Jadi, saya tidak memihak kepada salah satu dari kedua nama ini, tetapi saya merasa terpanggil untuk meluruskan sejarah dan menanggapi opini Drs Soedarmono SU yang dimuat di SOLOPOS, 22 Februari lalu. Selama tiga puluh tahun, saya bergelut dengan naskah kuno yang tersimpan di beberapa perpustakaan di Surakarta/Solo, yaitu di Keraton Surakarta, Pura Mangkunegaran dan Museum Radya Pustaka. Selama ini, dalam semua naskah kuno yang saya baca, yang isinya memaparkan sejarah lokal sesudah perpindahan Keraton pada tahun 1745 (atau tepatnya 1746), kata yang dipakai untuk kota ini adalah “Surakarta.”
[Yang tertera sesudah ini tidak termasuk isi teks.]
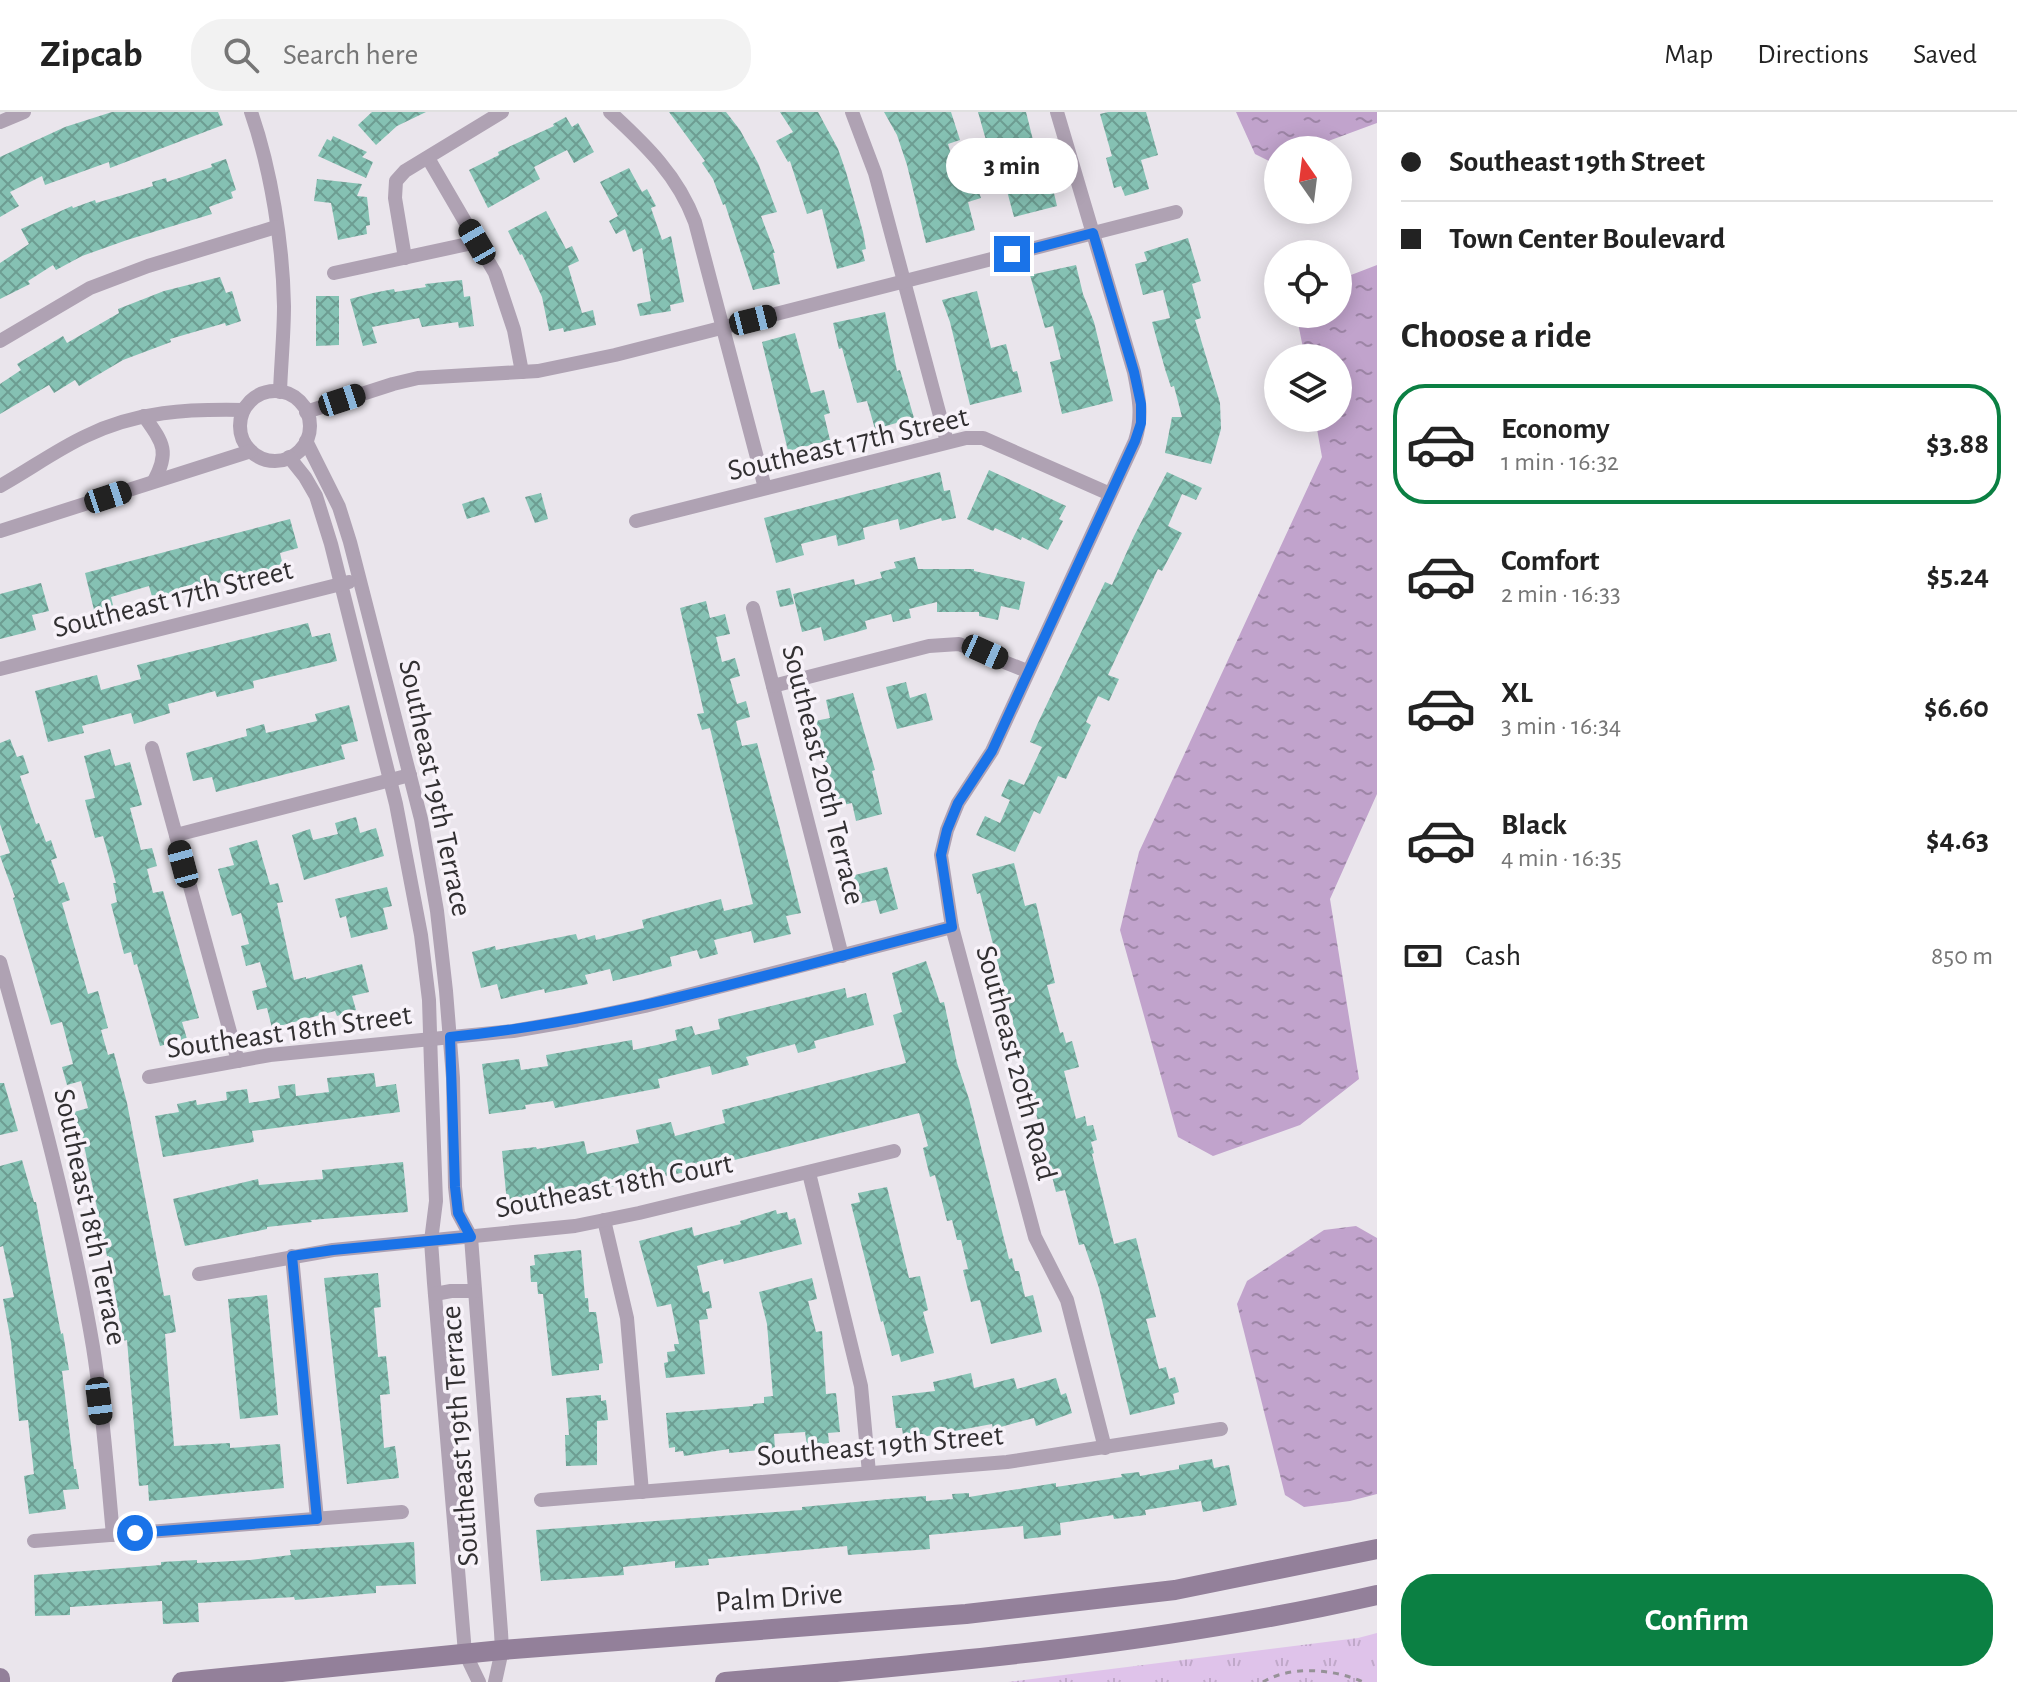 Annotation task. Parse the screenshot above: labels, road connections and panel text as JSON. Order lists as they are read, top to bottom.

Kalau kita baca di Babad Giyanti, Babad Prayut, Babad Pakepung, Babad Sangkala, Babad Itih atau Babad Surakarta, kata yang selalu kita temui adalah “Surakarta.” Meskipun begitu, saya tidak berani bilang bahwa kata “Salakarta” sebagai nama kota yang dipersoalkan ini tak pernah ada di dalam naskah-naskah ini; tersimpan di kota ini (Surakarta atau Solo) ada tujuh ratusan ribu halaman yang dihiasi dengan tulisan Jawa – tidak ada manusia yang dapat menguasai setiap halamannya.

Jadi, ada baiknya kita hati-hati menyatakan bahwa kata atau konsep ini dan itu tak ada dan tak pernah ada dalam tulisan atau naskah Jawa. Yang menurut saya baik, adalah kita mencoba menelusuri tulisan di kota ini untuk lebih mengerti sejarah Surakarta atau Solo. Membaca, mencatat dengan teliti apa yang kita baca dan menyiarkannya dengan jujur kepada masyarakat luas merupakan usaha yang sebaiknya kita lakukan.

Bersumber babad

Dalam tulisan kecil ini akan saya paparkan sekelumit sejarah menjadinya Surakarta yang tercantum dalam salah satu sumber ini. Naskah yang saya bicarakan adalah Babad Itih, yang disusun oleh R Ng Ranggawarsita, pujangga dalem Keraton Surakarta dan warga Solo. Babad Itih disusun pada pertengahan abad ke-19 (tahun 1860-an) dan susunannya berdasarkan pembacaannya naskah babad di Keraton dan Mangkunegaran ditambah pengetahuan yang didapat sang pujangga dari keluarga besarnya, khususnya kakeknya, R Ng Yasadipura II yang turut bersama ayahnya, yaitu Yasadipura I (kakek buyut Ranggawarsita), mengikat Babad Giyanti.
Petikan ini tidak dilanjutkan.